Emilia Clarke was at the gym when she had her first stroke. She was 24. She had just finished filming the first season of Game of Thrones as Daenerys, Mother of Dragons. She felt what she later described as an elastic band squeezing her brain.
What followed was a subarachnoid hemorrhage. This type of stroke is caused by a ruptured aneurysm in a brain blood vessel, and it disproportionately affects younger adults, women in particular.
Here is the part I think about:
In my family, we women have migraines. My mother, my aunt, my sister, some of our cousins, and I. Growing up, the family explanation was simple. We get migraines. That's just how we are. You're just like me.
When my mother was younger, back in the eighties, she went in to get it checked. The doctor told her it was a women's problem. That was the whole answer.
She went back in the early 2000s. Different doctor, different decade. The answer was essentially the same. Try to manage your stress. Drink more water.
A women's problem. Go home.
Here is what we know now: migraines, especially migraines with aura, are an established risk factor for ischemic stroke in younger women. It compounds with smoking. It compounds with some forms of hormonal contraception. None of that was part of the conversation my mother had. It was just a women's problem.
I want to be careful here… most migraines are just migraines. A migraine is not a stroke. But the pattern of telling women their neurological symptoms are nothing, that they are hormonal, that they are stress, that they are a women's problem, that pattern has consequences.
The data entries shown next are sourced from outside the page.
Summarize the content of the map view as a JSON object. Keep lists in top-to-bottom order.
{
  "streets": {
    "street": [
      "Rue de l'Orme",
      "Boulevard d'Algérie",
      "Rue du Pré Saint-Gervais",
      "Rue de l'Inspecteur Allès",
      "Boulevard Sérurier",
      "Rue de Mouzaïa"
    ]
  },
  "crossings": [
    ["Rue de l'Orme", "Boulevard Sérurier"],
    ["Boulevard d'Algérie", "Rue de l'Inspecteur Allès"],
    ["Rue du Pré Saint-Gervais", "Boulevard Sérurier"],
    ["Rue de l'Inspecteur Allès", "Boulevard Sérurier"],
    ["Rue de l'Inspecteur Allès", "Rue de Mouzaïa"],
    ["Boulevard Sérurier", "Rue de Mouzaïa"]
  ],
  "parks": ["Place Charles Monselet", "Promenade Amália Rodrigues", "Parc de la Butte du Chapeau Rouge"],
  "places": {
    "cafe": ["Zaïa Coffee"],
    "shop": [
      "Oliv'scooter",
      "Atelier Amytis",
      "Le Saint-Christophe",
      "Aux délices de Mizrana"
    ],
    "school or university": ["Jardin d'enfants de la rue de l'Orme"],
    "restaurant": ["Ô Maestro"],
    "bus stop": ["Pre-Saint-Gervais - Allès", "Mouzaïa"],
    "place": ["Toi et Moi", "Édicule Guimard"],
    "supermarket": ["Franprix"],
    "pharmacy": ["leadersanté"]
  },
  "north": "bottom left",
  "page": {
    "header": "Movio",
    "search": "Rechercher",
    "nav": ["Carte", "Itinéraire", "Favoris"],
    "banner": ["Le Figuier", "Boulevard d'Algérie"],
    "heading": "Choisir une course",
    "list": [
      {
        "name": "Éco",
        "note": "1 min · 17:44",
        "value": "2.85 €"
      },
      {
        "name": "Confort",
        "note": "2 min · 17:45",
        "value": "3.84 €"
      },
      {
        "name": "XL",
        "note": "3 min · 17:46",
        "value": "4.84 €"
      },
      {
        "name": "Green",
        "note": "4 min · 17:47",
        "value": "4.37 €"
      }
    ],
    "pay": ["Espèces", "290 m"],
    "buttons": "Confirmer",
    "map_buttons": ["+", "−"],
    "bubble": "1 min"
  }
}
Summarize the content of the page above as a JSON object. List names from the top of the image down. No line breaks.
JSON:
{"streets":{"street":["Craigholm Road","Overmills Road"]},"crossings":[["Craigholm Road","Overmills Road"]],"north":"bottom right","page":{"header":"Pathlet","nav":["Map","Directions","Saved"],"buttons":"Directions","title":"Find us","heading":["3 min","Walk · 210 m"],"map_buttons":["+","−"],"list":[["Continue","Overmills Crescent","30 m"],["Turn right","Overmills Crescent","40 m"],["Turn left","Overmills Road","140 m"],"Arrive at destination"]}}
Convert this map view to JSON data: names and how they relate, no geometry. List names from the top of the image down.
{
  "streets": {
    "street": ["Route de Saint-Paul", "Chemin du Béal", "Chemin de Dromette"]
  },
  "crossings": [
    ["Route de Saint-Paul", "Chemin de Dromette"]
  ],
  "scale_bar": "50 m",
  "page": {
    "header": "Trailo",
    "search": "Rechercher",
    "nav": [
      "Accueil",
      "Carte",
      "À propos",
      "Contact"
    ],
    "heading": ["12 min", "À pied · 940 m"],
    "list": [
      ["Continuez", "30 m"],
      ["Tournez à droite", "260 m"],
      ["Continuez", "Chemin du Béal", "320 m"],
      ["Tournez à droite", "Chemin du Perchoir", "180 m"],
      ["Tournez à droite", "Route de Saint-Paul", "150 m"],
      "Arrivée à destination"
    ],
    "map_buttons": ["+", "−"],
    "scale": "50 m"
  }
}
It teaches women to wait. And with stroke, waiting is the one thing you cannot do!
This isn't a story about a mean doctor or a bad mother. My mother loved us. The doctors likely meant well. The problem was upstream of all of them. Medicine was not built to take women's pain seriously, and the women in my family inherited the answer they were given. Not because they were defeated. Because no one had ever told them there was a different answer.
I got my own migraines worked up. Root caused. Diagnosed. Treated. That happened because somewhere along the way I stopped accepting the family explanation. Not because I stopped loving the women who taught it to me. Because I started loving them differently.
Two things this week:
One. If you ever have a headache that is suddenly, violently different from any headache you have had before, the kind survivors describe as the worst of their lives, often with vomiting, a stiff neck, sensitivity to light, or loss of consciousness, that is not a migraine. Call 911. Note when symptoms started.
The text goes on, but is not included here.